Making sure everyone knows about the seder takes careful organization.
“Jonathan sends out a notice to everyone months before – a save-the-date – and then he sends out an email as to when and where,” Miriam said. “Beverly and I go down the list and decide what everybody should make. Jonathan designs the most beautiful place cards with some kind of symbol for Pesach on it. Cousins come in from California, Florida and Montreal – nobody wants to miss out.”
They will miss having Rose Zippan at the seder this year, Miriam said.
“My aunt, Rose Zippan, was the only living original member at the seder. We would do a little tribute to her and tell her how happy we were that she was here with us. She recently passed away at the age of 99. I remember with fondness at seders past every generation, young and old, came over to talk to Auntie Rose.
“My son-in-law, Jeffrey Hoffman, now runs the seder. We have a portable microphone that gets passed around, everybody reads from the Haggadah while ‘together aloud’ the children recite the four questions and we all sing songs.”
Arranging food for so many people is also a challenge, but, in addition to deciding what people should bring, the cousins have developed a system for ensuring that there is enough food and some traditional dishes are served.
“My daughter Karen, cousin Beverley and I make 20 pounds of gefilte fish for the seder, using a recipe that dates back to when my mother still held her seders. Everybody has a comment to make about our gefilte fish, such as, ‘it’s better than last year,’ and most all the comments are favourable,” Miriam said laughing.
Miriam and Beverly document exactly what they serve at the seder, and afterward, they go through the list and make notes, such as “fantastic,” or “let’s not make this next year,” “too much food,” or “not enough.”

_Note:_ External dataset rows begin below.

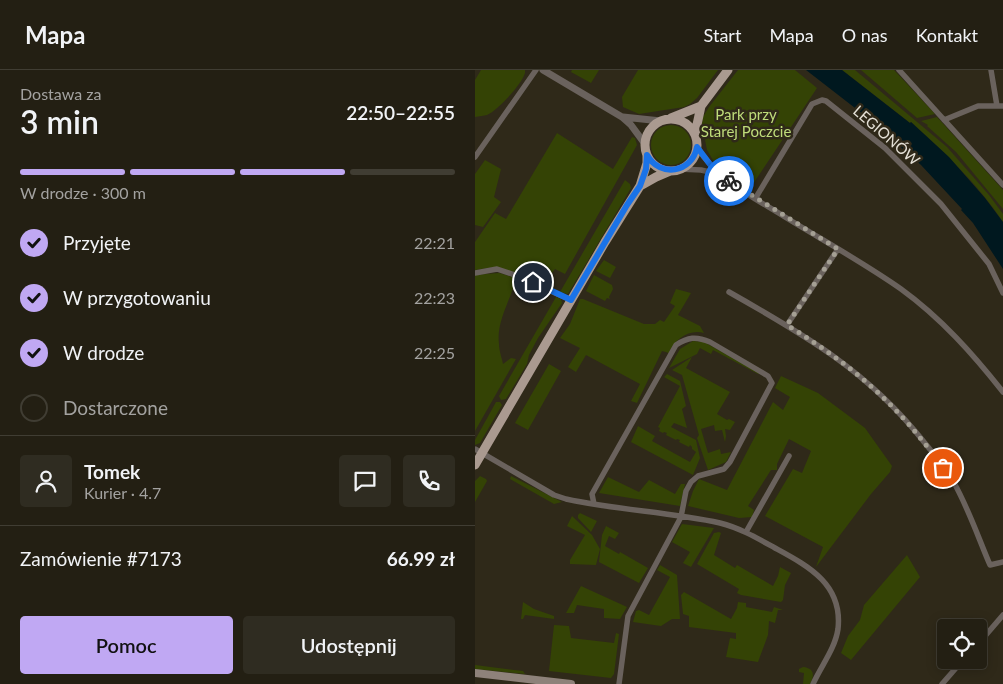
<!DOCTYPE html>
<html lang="pl">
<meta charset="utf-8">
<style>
:root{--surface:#231f13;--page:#2f2c21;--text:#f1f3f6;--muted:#a3a2a0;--line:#403d33;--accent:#c0a8f3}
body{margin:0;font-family:Lato,sans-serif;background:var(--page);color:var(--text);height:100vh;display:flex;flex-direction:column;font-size:19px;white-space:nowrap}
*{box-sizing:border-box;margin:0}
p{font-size:16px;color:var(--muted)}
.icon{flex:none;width:28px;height:28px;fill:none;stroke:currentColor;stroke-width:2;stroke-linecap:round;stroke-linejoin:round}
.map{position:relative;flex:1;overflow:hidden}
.details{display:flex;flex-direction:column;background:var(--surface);width:475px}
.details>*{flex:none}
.controls{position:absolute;left:462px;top:549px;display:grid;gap:10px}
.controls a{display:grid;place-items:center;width:50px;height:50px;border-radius:5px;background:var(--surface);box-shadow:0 2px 12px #0003,0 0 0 1px var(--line);font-size:25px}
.pin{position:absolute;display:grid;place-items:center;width:42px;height:42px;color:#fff;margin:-21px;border:2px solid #fff;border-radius:50%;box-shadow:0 1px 5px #0007}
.courier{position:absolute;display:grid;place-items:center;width:50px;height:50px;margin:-25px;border:4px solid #1a73e8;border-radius:50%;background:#fff;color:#222;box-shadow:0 1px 6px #0007}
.head em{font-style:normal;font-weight:600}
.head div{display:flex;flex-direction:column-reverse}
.head{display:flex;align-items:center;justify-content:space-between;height:85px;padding:0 20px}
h1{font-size:32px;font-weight:600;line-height:38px}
.bar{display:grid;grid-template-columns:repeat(4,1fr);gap:8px 5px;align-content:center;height:60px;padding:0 20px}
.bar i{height:6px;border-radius:4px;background:var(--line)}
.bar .current{background:var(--accent)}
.bar p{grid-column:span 4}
.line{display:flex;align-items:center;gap:12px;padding:0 20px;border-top:1px solid var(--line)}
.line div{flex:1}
.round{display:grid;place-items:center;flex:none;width:52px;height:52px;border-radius:5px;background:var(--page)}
ol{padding:0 20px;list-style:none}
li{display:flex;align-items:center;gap:15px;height:55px}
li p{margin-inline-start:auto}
li .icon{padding:5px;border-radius:50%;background:var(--accent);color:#111;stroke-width:4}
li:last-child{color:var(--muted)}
li i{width:28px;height:28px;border:2px solid var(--line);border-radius:50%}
.cta{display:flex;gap:10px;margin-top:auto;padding:10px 20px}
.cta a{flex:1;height:58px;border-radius:5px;background:var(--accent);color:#111;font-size:20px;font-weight:600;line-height:58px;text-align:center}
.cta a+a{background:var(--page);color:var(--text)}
header{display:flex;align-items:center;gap:30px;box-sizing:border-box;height:70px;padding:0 25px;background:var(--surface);border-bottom:1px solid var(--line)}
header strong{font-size:24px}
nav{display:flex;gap:28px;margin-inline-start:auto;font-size:18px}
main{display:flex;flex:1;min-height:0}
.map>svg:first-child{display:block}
</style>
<header>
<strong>Mapa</strong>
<nav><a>Start</a><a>Mapa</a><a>O nas</a><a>Kontakt</a></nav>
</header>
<main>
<section class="details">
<div class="head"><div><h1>3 min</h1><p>Dostawa za</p></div><em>22:50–22:55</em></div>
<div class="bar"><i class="current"></i><i class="current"></i><i class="current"></i><i></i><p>W drodze · 300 m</p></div>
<ol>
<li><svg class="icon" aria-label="check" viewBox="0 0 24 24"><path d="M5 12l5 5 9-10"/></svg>Przyjęte<p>22:21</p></li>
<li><svg class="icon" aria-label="check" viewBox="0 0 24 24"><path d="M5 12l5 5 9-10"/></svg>W przygotowaniu<p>22:23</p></li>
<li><svg class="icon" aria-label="check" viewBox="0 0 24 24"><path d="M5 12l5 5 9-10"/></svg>W drodze<p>22:25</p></li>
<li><i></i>Dostarczone</li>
</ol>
<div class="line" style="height:90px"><a class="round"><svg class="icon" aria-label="person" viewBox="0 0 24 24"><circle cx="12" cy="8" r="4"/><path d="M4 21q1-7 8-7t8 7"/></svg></a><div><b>Tomek</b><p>Kurier · 4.7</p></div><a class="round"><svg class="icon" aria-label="chat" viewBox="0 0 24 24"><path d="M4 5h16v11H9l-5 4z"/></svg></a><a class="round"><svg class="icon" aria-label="phone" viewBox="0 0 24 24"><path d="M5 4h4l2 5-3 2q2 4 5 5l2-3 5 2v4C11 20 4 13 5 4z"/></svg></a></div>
<div class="line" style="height:65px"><div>Zamówienie #7173</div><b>66.99 zł</b></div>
<div class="cta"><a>Pomoc</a><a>Udostępnij</a></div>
</section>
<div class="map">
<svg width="528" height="614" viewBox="0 0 528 614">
<rect width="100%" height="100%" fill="#2f2919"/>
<path fill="#344305" d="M6,0H50V3C47,14 23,40 12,45C9,46 4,46 0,47V10Z
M97,0H124L116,13L96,2Z
M163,0H243L222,28L215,34L209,37L164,44L148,37L147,27Z
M263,0H320L342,18L276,117L239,92L232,80L227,54L228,47L234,37Z
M367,0H380L472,77L514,125L528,144V152C503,114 470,83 436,52L435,53Z
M386,0H419L460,44L442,48Z
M462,47L528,120V139L481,82L452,56L453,55L446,51Z
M176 75a20 20 0 1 1 40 0a20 20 0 1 1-40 0Z
M82,63L138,99L157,67L160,68L162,75L90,204L80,199L69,214L64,213L20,197L0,200V172L20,143L31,149Z
M10,90L26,99L19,127L26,132L8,157L0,155V104Z
M150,110L155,114L156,118L93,224L85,222Z
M129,190L141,197L135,208L121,201Z
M24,203L41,208C36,230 21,251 24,274C24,281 27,288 28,294L36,288L41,289L0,361V205Z
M119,205L137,215L138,219L134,227L135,229L132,228L130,231L111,221Z
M201,219L216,223L203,245L225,256L229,263C214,259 200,269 194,283L187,281L162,333L156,331L165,314L111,285L101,302L93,297L105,278L85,268L95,254L105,229H108L169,254H180L185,250L189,252L200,236L195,233Z
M81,227L86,229L87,233L63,268L54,285L52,294L31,329L26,330L24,326Z
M218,271L229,272L284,303L283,304L238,280L236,284L225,278L222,284L194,298L205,279Z
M217,287L211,298L255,322L242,344L252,350L254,349L260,352L255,360L250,359L251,366L250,372L247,360L240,361L239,355L226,359L233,383L245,379L246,384L256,382L251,392L233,400L222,368L224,365L207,305L197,300Z
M74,294L86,301L53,360L40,353Z
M192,304L205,311L211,336L207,339L212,358L199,353L196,357L221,370L225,388L218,405L156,372L163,356L180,366L177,371L215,392L221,382L217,379V377L215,375L214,377L204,372L205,370L202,369L201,370L191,365L192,363L189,362L188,363L184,361L185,358L183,357L205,316L189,307Z
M306,306L343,323L390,358L417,396L415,402L396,424L341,497L348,477L290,446L318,399L327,403L336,381L314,369L302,394V400H296L273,436L279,440L277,447L264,448L213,436L218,421L224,409L252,420L298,332L308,340L315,327L300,318Z
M21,332H25L27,335L5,373L0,375V370Z
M5,406L11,409L12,411L0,432V411Z
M36,406L87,432L79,434L35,409Z
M133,407L164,422L174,410L200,424L206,414H210L205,436L124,423Z
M105,443L122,451L116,462L103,448V445Z
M97,446L117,465L125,479L121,495L95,494V490L110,465L92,456Z
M207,454L239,458L216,497L208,493L215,482L197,472Z
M131,456L144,463L140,469L134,466L130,476L144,484L145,482L173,498L164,513L124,492L127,465Z
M244,462L246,463L239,485L260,498L262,495L298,516L303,506L305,497L316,503L310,515L308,530L306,532L266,525L262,523L264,519L222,494L239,463Z
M432,485L445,507L376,590L366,583L373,566L385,550L389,535Z
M185,495L202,505L205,549H197L186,556L158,552L161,541L164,540L174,545L195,507L182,500Z
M106,516L152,537L145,549L129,548V539L102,535L99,543H91Z
M209,522L256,549L262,538L263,532L271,533V537L297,542L299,537L308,540H303L300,553L294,551L293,565L283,592L251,587L255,568L261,569V563L214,557V546L208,544L206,525Z
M48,532L59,539L79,546V549L50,545L48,549H46Z
M79,555L94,556L96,568L139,573L141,563L144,564L139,604L136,608L74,601Z
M0,595L48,601L50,604L0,599Z
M328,597C339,598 340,605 335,614H328L329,603L324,602V599Z"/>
<path fill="#00181f" d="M331,0H367L435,53L436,52L474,87L510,128L528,152V199L498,153L486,140L487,139L446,95L419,71L420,69Z"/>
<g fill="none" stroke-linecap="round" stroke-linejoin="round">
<path stroke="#6a625d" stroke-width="5.5" d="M424,0L528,115
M516,0L522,36
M469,50L503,36H528
M222,77C242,110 278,127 310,147C349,171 389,193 426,219C466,248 498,284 528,322
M0,87L61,0
M204,99L226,100L244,104
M280,129L337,34L347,30L351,31L410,78L466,134L514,194L528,223
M0,203L22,199L37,204L96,230
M254,222C330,265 394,302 449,372C459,384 469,397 478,411C493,437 503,467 515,495L528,492
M312,255L363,179
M0,379L79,425L91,429C141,440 194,442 245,453C265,458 282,468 300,478C333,496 368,514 363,559C360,579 346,596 338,614
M119,434L117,424L201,275C213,267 221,266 235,272L293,306L297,313L255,392L249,399L223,406L216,412L211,421L206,447L153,546L144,614
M271,462L314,386
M504,573L528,545
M467,614L488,590"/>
<path stroke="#6a625d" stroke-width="7" d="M68,0L147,47L156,55L170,74
M148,47L186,51"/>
<path stroke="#8e827a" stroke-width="8" d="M0,603L96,614"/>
<path stroke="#aa9a90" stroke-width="9" d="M196,48L226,36
M170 75a26 26 0 1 1 52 0a26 26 0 1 1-52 0Z
M220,64L226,36L253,0
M165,116L181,107L195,101
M0,395L130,172L165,116L172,93V85"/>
</g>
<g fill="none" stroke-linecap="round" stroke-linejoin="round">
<path stroke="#a5a094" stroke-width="5" stroke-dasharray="0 9" d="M254,111L363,179L312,255C378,296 423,334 468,398"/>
<path stroke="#1a73e8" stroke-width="6" d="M58,212L96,230L152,135L165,116L171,99L172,85C185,108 217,103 222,77L237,97L254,111"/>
</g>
<g text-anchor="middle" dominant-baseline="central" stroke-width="5" stroke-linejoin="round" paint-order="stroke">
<g font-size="15" fill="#bfdc7a" stroke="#2f2919">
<text x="271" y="44">Park przy<tspan x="271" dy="17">Starej Poczcie</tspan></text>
</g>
<g font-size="15" fill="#e4e0d6" stroke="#2f2919">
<text transform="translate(412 65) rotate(41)">LEGIONÓW</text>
</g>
</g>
</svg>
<div class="controls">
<a><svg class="icon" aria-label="locate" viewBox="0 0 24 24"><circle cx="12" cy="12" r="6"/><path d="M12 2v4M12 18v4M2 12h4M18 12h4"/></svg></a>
</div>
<div class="pin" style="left:468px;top:398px;background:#ea580c"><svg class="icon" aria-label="bag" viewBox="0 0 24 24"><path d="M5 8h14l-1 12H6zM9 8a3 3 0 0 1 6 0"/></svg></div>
<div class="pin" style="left:58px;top:212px;background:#1f2937"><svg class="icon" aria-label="home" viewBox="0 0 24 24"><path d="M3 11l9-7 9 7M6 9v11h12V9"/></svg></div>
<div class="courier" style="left:254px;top:111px"><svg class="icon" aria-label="bike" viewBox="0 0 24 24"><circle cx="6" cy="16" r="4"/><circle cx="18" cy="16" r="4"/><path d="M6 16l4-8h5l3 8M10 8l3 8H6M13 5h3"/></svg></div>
</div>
</main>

“When we go through the menu the next year, we have everything written down with comments. It’s a lot of shlepping, but well worth the effort.
“My mother taught my brother and I that family is the most important thing. Seeing everybody come to the seder hugging, kissing and so happy to see each other – it’s very special.
“That’s what my mother taught us, and we’re passing it on,” Miriam said with a tear in her eye.